Die Again, by Tess Gerritsen. Gerritsen's Rizzoli & Isles series is hugely popular, even generating a television series based on the characters. And fans will be thrilled with this new installment. When Boston homicide detective Jane Rizzoli and medical examiner Maura
Isles are summoned to a crime scene, they find a killing worthy of the
most ferocious beast—right down to the claw marks on the corpse. But
only the most sinister human hands could have left renowned big-game
hunter and taxidermist Leon Gott gruesomely displayed like the
once-proud animals whose heads adorn his walls. Did Gott unwittingly
awaken a predator more dangerous than any he’s ever hunted?
Hush,
by Karen Robards. When Riley Cowan finds her estranged husband Jeff dead in his palatial
home, she’s sure it’s no coincidence. The police rule it a suicide, but
Riley thinks someone’s out for blood—specifically someone Jeff’s father
ripped off in one of the biggest financial fraud cases of all time. She
suspects that someone is trying to send a message to Jeff’s father: Tell
me where the money is, or everyone you care about will die... Robards has quite a following, and with good reason.
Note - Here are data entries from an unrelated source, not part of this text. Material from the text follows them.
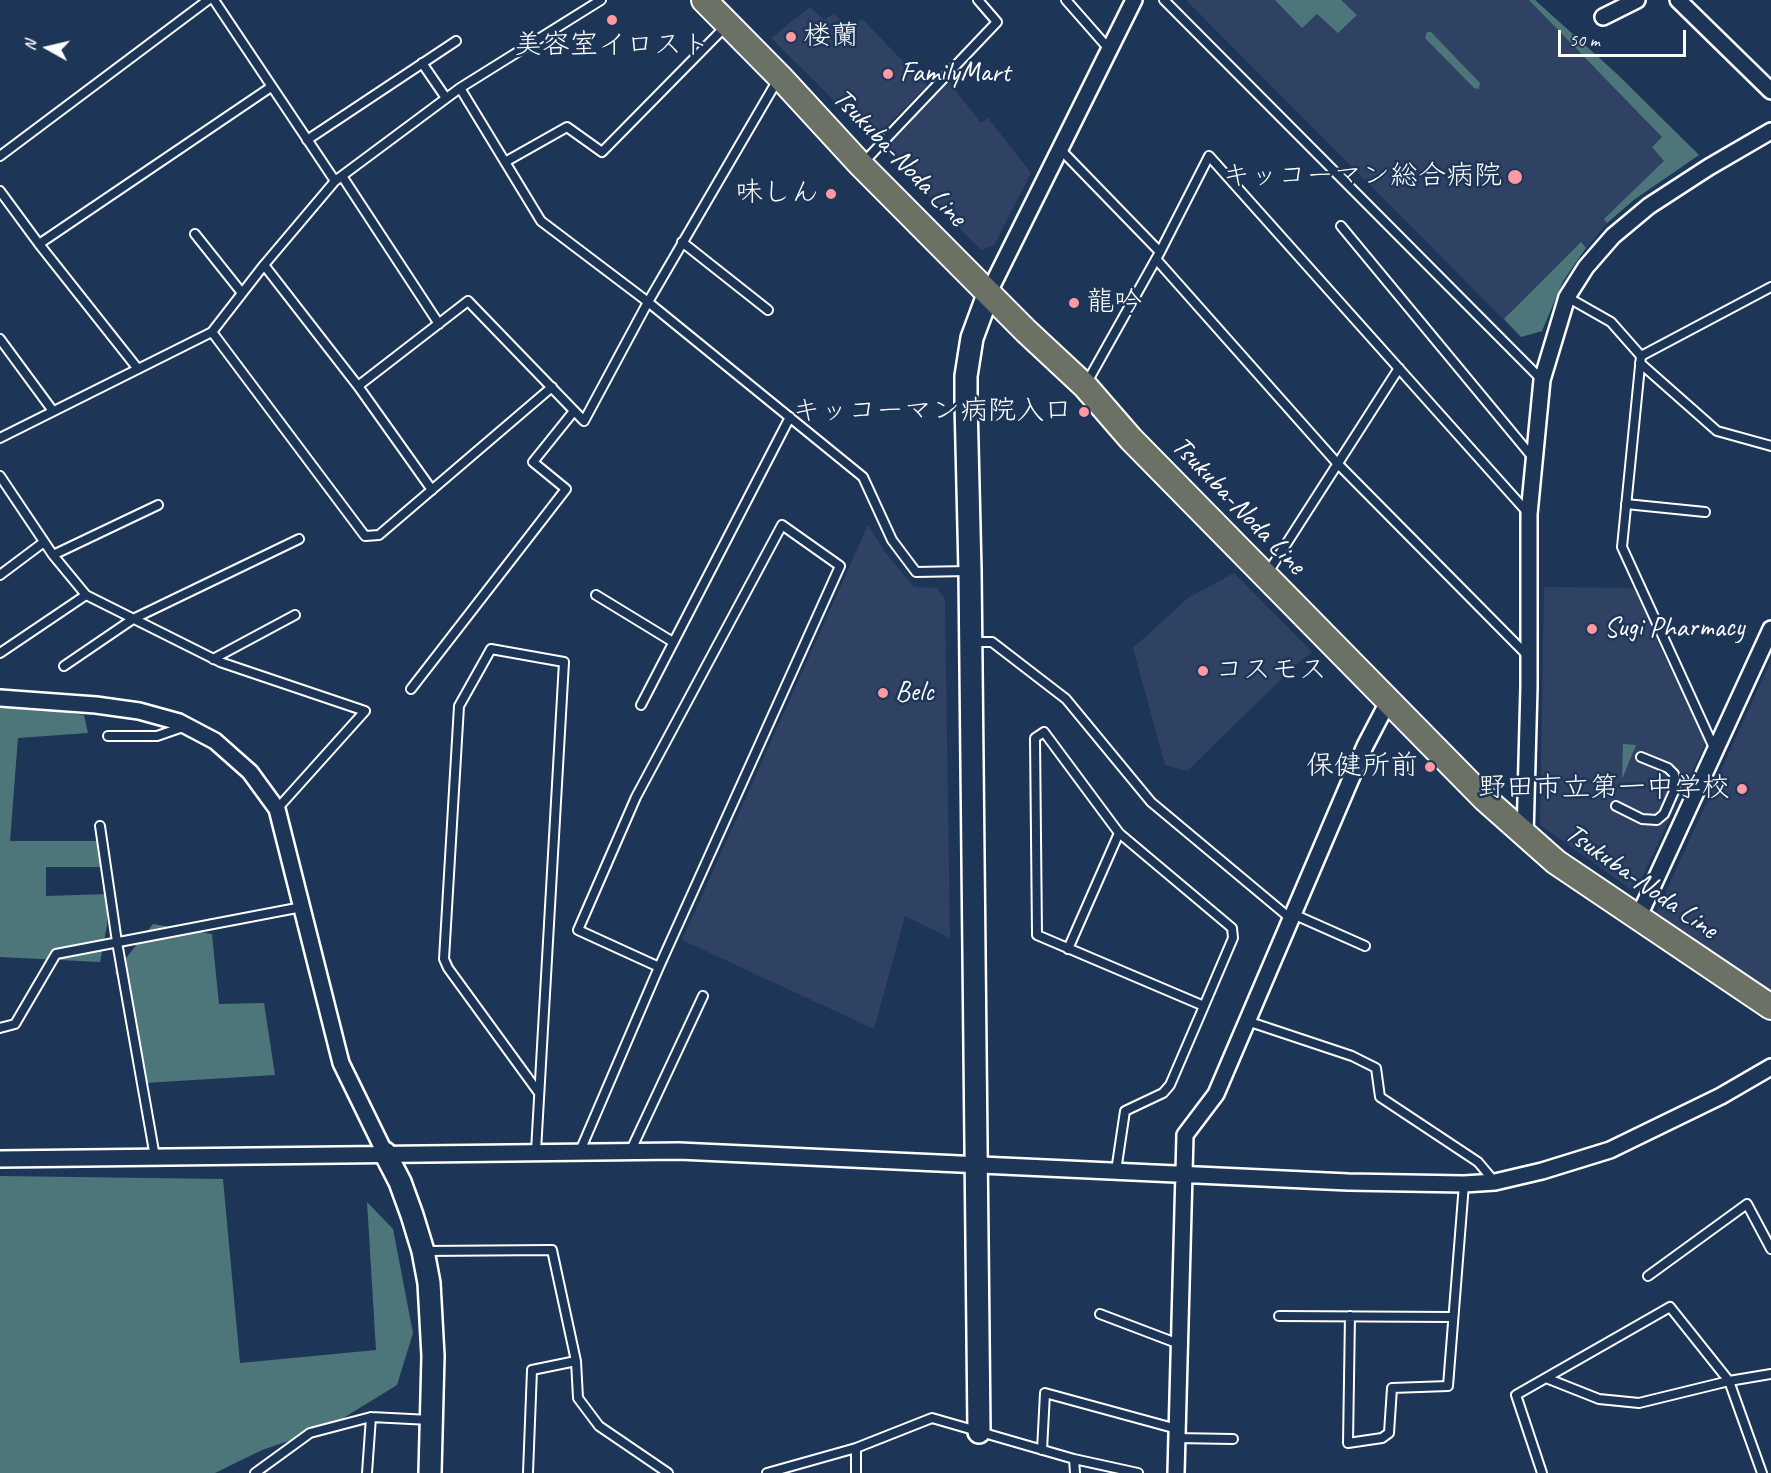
<!DOCTYPE html>
<html>
<head>
<meta charset="utf-8">
<style>
	body { margin:0 }
	#map { position:relative; width:1771px; height:1473px; overflow:hidden; background:#1d3557; font-family:Caveat,sans-serif }
	canvas { display:block }
	.north { position:absolute; left:18px; top:18px; width:60px; height:60px; -webkit-text-stroke:4px #1d3557; paint-order:stroke; rotate:278deg; font-size:16px; font-weight:700; line-height:24px; text-align:center; color:#fff }
	.north::after { content:''; display:block; margin:auto; width:21px; height:27px; background:#fff; clip-path:polygon(50% 0,100% 100%,50% 72%,0 100%) }
	.scale { position:absolute; left:1558px; top:30px; width:128px; height:27px; box-sizing:border-box; border:3px solid #fff; border-top:0; padding-left:8px; font-size:18px; line-height:21px; white-space:nowrap; color:#fff; -webkit-text-stroke:4px #1d3557; paint-order:stroke }
</style>
</head>
<body>
<div id="map">
<canvas width="1771" height="1473"></canvas>
<div class="north">N</div>
<div class="scale">50 m</div>
</div>
<script>
const ctx = document.querySelector('canvas').getContext('2d');
ctx.lineJoin = 'round';
function fillPath(path, color) {
  ctx.fillStyle = color;
  ctx.fill(path, 'evenodd');
}
function toPath(rows) {
  const path = new Path2D();
  for (const r of rows) {
    path.moveTo(r[0], r[1]);
    for (let i = 2; i < r.length; i += 2) path.lineTo(r[i], r[i + 1]);
  }
  return path;
}
function trace(path, color, width, dash) {
  ctx.strokeStyle = color;
  ctx.lineWidth = width;
  ctx.lineCap = dash ? 'butt' : 'round';
  ctx.setLineDash(dash || []);
  ctx.stroke(path);
}
function label(font, color, halo, rows, align = 'center') {
  ctx.font = font + ' Caveat,"Klee One",sans-serif';
  ctx.lineWidth = 5;
  ctx.setLineDash([]);
  ctx.textBaseline = 'middle';
  ctx.strokeStyle = halo;
  ctx.fillStyle = color;
  for (const [text, x, y, turn = 0] of rows) {
    ctx.save();
    ctx.translate(x, y);
    ctx.rotate((+turn || 0) * Math.PI / 180);
    ctx.textAlign = isNaN(turn) ? turn : align;
    if (halo) ctx.strokeText(text, 0, 0);
    ctx.fillText(text, 0, 0);
    ctx.restore();
  }
}
const built = toPath([
	[1186,0,1535,0,1617,74,1699,155,1635,199,1607,223,1575,262,1552,304,1542,331,1521,337],
	[810,7,824,20,834,13,849,30,862,19,927,86,873,139,771,38],
	[949,82,981,123,988,118,1031,173,994,245,981,250,881,148],
	[868,525,885,552,914,587,937,588,945,599,950,938,905,916,874,1029,682,940],
	[1234,573,1312,652,1298,663,1187,771,1165,765,1133,648,1188,598],
	[1544,587,1634,588,1667,662,1707,740,1635,892,1540,825],
	[1771,660,1771,996,1654,918]
]);
const green = toPath([
	[1275,0,1341,0,1357,15,1338,33,1317,14,1302,28],
	[1529,0,1535,0,1617,74,1699,155,1635,199,1607,223,1604,219,1664,161,1652,147,1662,137],
	[1427,32,1431,32,1480,83,1479,89,1474,88,1425,38],
	[1581,242,1586,248,1563,281,1542,331,1521,337,1504,319],
	[0,707,20,707,84,715,88,733,18,738,10,841,104,841,104,867,46,867,46,896,107,894,107,925,100,962,0,957],
	[1623,744,1636,745,1622,779],
	[153,924,212,934,219,1004,264,1003,275,1075,145,1083,133,1013,115,972],
	[0,1176,223,1179,240,1363,376,1350,367,1202,393,1229,413,1333,397,1385,327,1428,262,1450,215,1473,0,1473]
]);
const lane = toPath([
	[214,0,335,181],
	[1066,0,1109,49],
	[1164,0,1542,380],
	[422,63,446,98],
	[460,88,541,221,648,302,863,477,892,540,916,572,967,571],
	[307,140,456,41],
	[1060,149,1160,252],
	[0,156,208,0],
	[505,162,567,127,602,152,725,27],
	[862,164,997,22,978,0],
	[342,176,439,324],
	[0,191,39,244,138,369],
	[1341,226,1534,459],
	[195,234,242,293],
	[682,242,768,310],
	[39,244,271,87],
	[1156,259,1337,463,1528,656],
	[264,265,358,386,432,490],
	[1567,297,1611,322,1641,356],
	[212,332,365,536,379,535,552,387],
	[0,339,53,411],
	[1640,363,1717,431,1771,446],
	[1086,384,1160,252,1209,156,1528,513],
	[358,386,468,301,584,421,648,302,777,81],
	[0,438,212,332,264,265,335,181,460,88,601,0],
	[0,476,53,555,86,595,220,662,365,711,277,809],
	[1626,504,1705,512],
	[53,555,158,505],
	[1267,574,1399,368],
	[0,575,44,542],
	[596,595,673,642],
	[973,642,992,642,1066,699,1151,802,1291,919],
	[0,653,86,595],
	[213,659,295,615],
	[64,666,133,619,299,539],
	[411,689,566,489,533,462,574,411],
	[641,705,790,417],
	[108,736,157,736,186,726],
	[1715,750,1622,547,1641,356,1771,287],
	[1616,806,1642,819,1657,820,1664,814,1675,789,1674,774,1668,768,1641,757],
	[100,826,117,942,155,1157],
	[1293,914,1365,946],
	[1068,949,1119,833],
	[1247,1021,1352,1056,1376,1068,1380,1097,1478,1162,1494,1181],
	[0,1028,15,1024,56,954,302,907],
	[631,1150,703,996],
	[536,1151,564,662,491,649,459,706,444,959,448,968,539,1093],
	[580,1151,659,967,840,566,782,525,636,797,578,930,659,967],
	[1116,1171,1125,1111,1163,1093,1170,1085,1204,1006,1233,938,1232,928,1119,833,1044,732,1035,738,1037,935,1204,1006],
	[425,1251,552,1250,576,1361,578,1398,599,1426,668,1473],
	[1648,1276,1747,1204,1771,1249],
	[1100,1314,1179,1344],
	[1279,1316,1452,1317],
	[1350,1316,1348,1443,1382,1438,1389,1433,1392,1388,1448,1386,1464,1184],
	[1546,1378,1599,1399,1639,1403,1729,1381,1771,1374],
	[1176,1438,1233,1439],
	[856,1448,856,1473],
	[1042,1450,1045,1393,1177,1429],
	[1074,1459,1075,1473],
	[255,1473,310,1433,371,1417,430,1420],
	[367,1473,371,1417],
	[528,1473,532,1370,576,1361],
	[767,1473,856,1448,932,1418,1074,1459,1138,1473],
	[1542,1473,1516,1395,1670,1307,1729,1381,1762,1473]
]);
const street = toPath([
	[1678,0,1771,91],
	[1603,17,1637,0],
	[989,292,1134,0],
	[0,698,96,705,139,711,179,722,215,741,250,772,277,809,341,1063,385,1153],
	[1525,836,1529,687,1529,514,1542,380,1567,297,1586,267,1613,236,1649,206,1709,167,1771,131],
	[1638,918,1771,629],
	[0,1159,679,1151,1348,1182,1464,1184,1495,1182,1542,1171,1610,1150,1721,1096,1771,1067],
	[1176,1473,1185,1135,1216,1094,1365,746,1388,702]
]);
const secondary = toPath([
	[385,1153,400,1182,412,1215,423,1251,429,1283,433,1356,430,1473],
	[979,1432,970,571,966,402,966,376,972,338,989,292]
]);
const primary = toPath([
	[704,0,780,77,861,165,1026,331,1085,386,1131,439,1485,799,1556,862,1771,1007]
]);
const markers = [
	[612,20,6,"#ff9aa2"],
	[791,37,6,"#ff9aa2"],
	[888,74,6,"#ff9aa2"],
	[1515,177,8,"#ff9aa2"],
	[831,194,6,"#ff9aa2"],
	[1074,303,6,"#ff9aa2"],
	[1084,412,6,"#ff9aa2"],
	[1592,629,6,"#ff9aa2"],
	[1203,671,6,"#ff9aa2"],
	[883,693,6,"#ff9aa2"],
	[1430,767,6,"#ff9aa2"],
	[1742,789,6,"#ff9aa2"]
];
const poiNames = [
	["楼蘭",803,37],
	["美容室イロスト",612,46,"center"],
	["FamilyMart",900,74],
	["キッコーマン総合病院",1502,177,"right"],
	["味しん",819,194,"right"],
	["龍吟",1086,303],
	["キッコーマン病院入口",1072,412,"right"],
	["Sugi Pharmacy",1604,629],
	["コスモス",1215,671],
	["Belc",895,693],
	["保健所前",1418,767,"right"],
	["野田市立第一中学校",1730,789,"right"]
];
const streetNames = [
	["Tsukuba-Noda Line",899,158,46],
	["Tsukuba-Noda Line",1238,506,46],
	["Tsukuba-Noda Line",1641,882,35]
];
fillPath(built, '#304264');
fillPath(green, '#4d767a');
trace(lane, '#fff', 12);
trace(street, '#fff', 20);
trace(secondary, '#fff', 26);
trace(primary, '#fff', 28);
trace(lane, '#1d3557', 8);
trace(street, '#1d3557', 15);
trace(secondary, '#1d3557', 21);
trace(primary, '#6b7165', 24);
for (const [x, y, r, color] of markers) {
  const dot = new Path2D();
  dot.arc(x, y, r, 0, 2 * Math.PI);
  ctx.fillStyle = color;
  ctx.fill(dot);
  trace(dot, '#1d3557', 2);
}
label('28px', '#fff', '#1d3557', poiNames, 'left');
label('28px', '#fff', '#1d3557', streetNames);
</script>
</body>
</html>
Woman with a Gun, by Philip Margolin. Margolin is perhaps best known for his dark and gritty crime novels, but here he takes a different approach in what critics are calling a haunting thriller. When aspiring novelist Stacey Kim first sees the Pulitzer Prize winning photo "Woman With A Gun" in a museum, she is immediately drawn in, wondering about the circumstances surrounding the photo. What she finds out is that the woman, who stands in a wedding dress with a six shooter behind her back as she faces the ocean, was suspected of shooting her husband, though the case was never solved. Stacey digs deeper and soon learns that the only one who may actually know what happened is the reclusive photographer herself, but she isn't talking... Mystery and suspense readers alike will want a copy.